Awk was created to perform a particular job and fill a particular
niche. Attempting to expand it beyond that is likely an error.
It's *already* been expanded, and so have make and shell. That ship
sailed decades ago. As of a couple years ago, Android used 200K+
lines of Make. It seems to include the "Gnu Make Standard Library",
which is basically a Lisp threaded through a tiny hole in Make syntax.

That misfeature in the way Unix evolved was the point of the first
part of my message, with the function call examples. The idea I have
floating around is to turn my shell into a tool that also contains
make and awk. 75% of the lines in a typical Makefile ARE shell. And
Awk has function calls, loop, boolean expressions, arithmetic,
builtins, regexes, etc. just like shell.

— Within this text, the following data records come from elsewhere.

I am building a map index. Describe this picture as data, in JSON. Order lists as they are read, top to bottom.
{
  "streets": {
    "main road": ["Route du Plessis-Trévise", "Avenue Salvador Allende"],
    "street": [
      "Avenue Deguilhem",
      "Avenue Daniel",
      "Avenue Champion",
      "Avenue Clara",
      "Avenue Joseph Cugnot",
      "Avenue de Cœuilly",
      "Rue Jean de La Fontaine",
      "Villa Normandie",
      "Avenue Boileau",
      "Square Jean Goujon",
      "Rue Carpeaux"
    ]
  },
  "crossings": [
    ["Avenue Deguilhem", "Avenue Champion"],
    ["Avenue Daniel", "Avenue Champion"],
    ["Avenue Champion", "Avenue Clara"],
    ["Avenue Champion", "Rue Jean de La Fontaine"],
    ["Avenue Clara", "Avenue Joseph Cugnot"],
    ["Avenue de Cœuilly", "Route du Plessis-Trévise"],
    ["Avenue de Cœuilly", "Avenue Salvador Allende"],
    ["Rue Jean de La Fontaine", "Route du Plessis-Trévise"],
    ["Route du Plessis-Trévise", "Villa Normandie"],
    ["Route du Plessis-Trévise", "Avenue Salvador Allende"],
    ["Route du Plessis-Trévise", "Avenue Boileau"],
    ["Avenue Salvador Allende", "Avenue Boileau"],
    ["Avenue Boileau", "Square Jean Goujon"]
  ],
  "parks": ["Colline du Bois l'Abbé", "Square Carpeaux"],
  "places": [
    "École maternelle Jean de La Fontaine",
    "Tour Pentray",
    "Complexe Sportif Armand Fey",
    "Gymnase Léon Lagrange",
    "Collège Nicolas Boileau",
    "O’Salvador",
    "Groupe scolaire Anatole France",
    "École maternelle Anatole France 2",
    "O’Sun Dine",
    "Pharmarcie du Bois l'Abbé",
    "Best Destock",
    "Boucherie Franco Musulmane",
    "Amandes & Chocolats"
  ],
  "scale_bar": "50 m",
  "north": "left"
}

If you squint, it's almost a
different syntax for the same language.

After hacking on Kernighan's awk and Mozilla's pymake, I figured out a
lot of the semantic differences... and abandoned the idea of doing
anything highly compatible with awk and make.

Shell actually has good semantics (it's a thin wrapper around classic
Unix syscalls), but terrible syntax. Awk has a good syntax (it was
written with an actual parser, unlike shell and make) but bad
semantics. Make has both bad syntax and bad semantics. Happy to go
into detail if anyone is interested :)

Andy
Rob Landley
2016-07-18 19:17:50 UTC
Permalink
Post by Andy Chu
Post by Rob Landley
Awk's better than bc.
That's interesting... I had no idea bc was a language with functions and loops!
Neither did I until I tried to implement it.
Post by Andy Chu
https://github.com/jck/822kernel/blob/master/kernel/time/timeconst.bc
This is the problem with DSLs... shell, make, awk, and presumably bc
all started out as very specific languages, for different purposes.
Over time, they all grew a C-like imperative language. And nobody
f() { echo hi $1; }
f "bob"
function f(name) { print "hi" name }
f("bob")
define f
hi %1
end
$(call f,"bob")
(And repeat this mess for every other construct in a language...)
It does seem that if you rule out Python/Perl,
And ruby, php, java, javascript, tcl, lithp, go, swift, rust... A friend
of mine was doing a job programming haskell a few years ago. I follow
somebody on twitter maintaining a snobol compiler. Microsoft created C#
because Java hadn't been invented there (and visual basic got taken out
by internal politics during
http://www.joelonsoftware.com/articles/APIWar.html), back under OS/2
there was something called Rexx, Apple had AppleScript...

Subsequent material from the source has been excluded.